14/DIR/DSYA/2004. Pembentukan Unit Usaha Syariah ini juga untuk

memperkokoh tekad ajaran Bank BTN untuk menjadikan kerja sebagai

bagian dari ibadah yang tidak terpisah dengan ibadah-ibadah lainnya.

Selanjutnya Bank BTN Unit Usaha Syariah disebut “BTN Syariah” dengan

motto “Maju dan Sejahtera Bersama”.


Dalam pelaksanaan kegiatannya, Unit Usaha Syariah didampingi oleh

Dewan Pengawas Syariah (DPS) yang bertindak sebagai pengawas, penasehat

dan pemberi saran kepada Direksi, Pimpinan Devisi Syariah, dan Pimpinan

Kantor Cabang Syariah mengenai hal-hal yang terkait dengan prinsip syariah.

Pada bulan November 2004 dibentuklah struktur organisasi kantor cabang

syariah PT. BTN. Dimana setiap kantor cabang syariah dipimpin oleh satu

orang kepala cabang yang bertanggung jawab kepada kepala devisi syariah.

Yang pada saat bersamaan Dirut Bank BTN meminta rekomendasi

penunjukan DPS dan pada tanggal 3 Desember 2004, Dirut Bank BTN

menerima surat rekomendasi DSN/MUI tentang penunjukkan DPS bagi BTN

Syariah. Yang pada tanggal 18 Maret 2005 resmi ditunjuk oleh DSN/MUI

sebagai DPS bagi BTN Syariah, yaitu Drs. H. Ahmad Nazri Adlani, Drs. H

Mohammad Hidayat, MBA, MBL, dan Dr. H. Endy M. Astiwara, MA, AAIJ,
FIIS, CPLHI, ACS.

Pada tanggal 15 Desember 2004, Bank BTN menerima surat

persetujuan dari BI, Surat No. 6/1350/DPbs perihal persetujuan BI mengenai

prinsip KCS (Kantor Cabang Syariah) Bank BTN. Maka tanggal inilah yang

diperingati secara resmi sebagai hari lahirnya BTN Syariah.
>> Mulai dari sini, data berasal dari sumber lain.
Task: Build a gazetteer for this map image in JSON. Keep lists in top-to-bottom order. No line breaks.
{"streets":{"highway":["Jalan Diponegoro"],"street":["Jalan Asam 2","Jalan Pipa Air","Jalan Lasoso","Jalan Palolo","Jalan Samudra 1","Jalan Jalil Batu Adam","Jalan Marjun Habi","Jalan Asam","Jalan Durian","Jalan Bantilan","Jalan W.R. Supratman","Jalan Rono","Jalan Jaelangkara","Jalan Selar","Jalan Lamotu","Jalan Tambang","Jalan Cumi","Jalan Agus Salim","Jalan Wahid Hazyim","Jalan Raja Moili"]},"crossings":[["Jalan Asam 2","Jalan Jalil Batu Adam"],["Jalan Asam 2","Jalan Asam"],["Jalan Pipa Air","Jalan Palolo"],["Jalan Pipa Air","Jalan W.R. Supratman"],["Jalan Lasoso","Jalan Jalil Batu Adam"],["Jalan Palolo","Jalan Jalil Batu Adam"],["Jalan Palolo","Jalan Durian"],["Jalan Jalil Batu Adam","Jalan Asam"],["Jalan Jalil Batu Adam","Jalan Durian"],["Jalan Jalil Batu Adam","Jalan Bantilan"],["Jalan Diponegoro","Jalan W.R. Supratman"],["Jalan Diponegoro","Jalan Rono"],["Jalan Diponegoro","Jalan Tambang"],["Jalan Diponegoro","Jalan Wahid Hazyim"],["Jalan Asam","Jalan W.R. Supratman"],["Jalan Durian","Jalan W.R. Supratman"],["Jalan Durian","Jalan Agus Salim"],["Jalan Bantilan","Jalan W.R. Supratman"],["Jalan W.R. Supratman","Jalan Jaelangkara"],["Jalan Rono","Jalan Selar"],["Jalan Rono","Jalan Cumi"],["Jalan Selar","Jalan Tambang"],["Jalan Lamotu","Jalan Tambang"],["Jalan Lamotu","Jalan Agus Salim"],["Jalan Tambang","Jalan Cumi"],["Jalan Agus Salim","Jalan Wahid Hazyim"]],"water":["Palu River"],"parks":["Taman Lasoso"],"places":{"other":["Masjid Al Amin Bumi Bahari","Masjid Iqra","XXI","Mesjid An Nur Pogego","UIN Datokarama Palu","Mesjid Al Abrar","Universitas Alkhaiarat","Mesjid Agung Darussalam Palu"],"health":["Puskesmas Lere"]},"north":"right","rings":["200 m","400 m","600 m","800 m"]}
Yang secara

sinergi melalui persetujuan dari BI dan Direksi PT. BTN maka dibukalah

KCS Jakarta pada tanggal 14 Februari 2005. Diikuti pada tanggal 25 Februari

2005 dengan dibukanya KCS Bandung kemudian pada tanggal 17 Maret 2005

dibuka KCS Surabaya yang secara berturut-turut tanggal 4 dan tanggal 11

April 2005 KCS Yogyakarta dan KCS Makassar dan pada bulan Desember

2005 dibukanya KCS Malang dan Solo.

Pada tahun 2007, Bank BTN telah mengoperasikan 12 (dua belas)

Kantor Cabang Syariah dan 40 Kantor Layanan Syariah (Office Chanelling)


pada kantor-kantor cabang dan cabang pembantu Konvensional kantor

cabang Syariah tersebar dilokasi Jakarta, Bandung, Surabaya, Yogyakarta,

Makasar, Malang, Solo, Medan, Batam, Tanggerang, Bogor, dan Bekasi.

Seluruh kantor cabang syariah ini dapat beroperasi secara ontime-realtime

berkat dukungan teknologi informasi yang cukup memadai.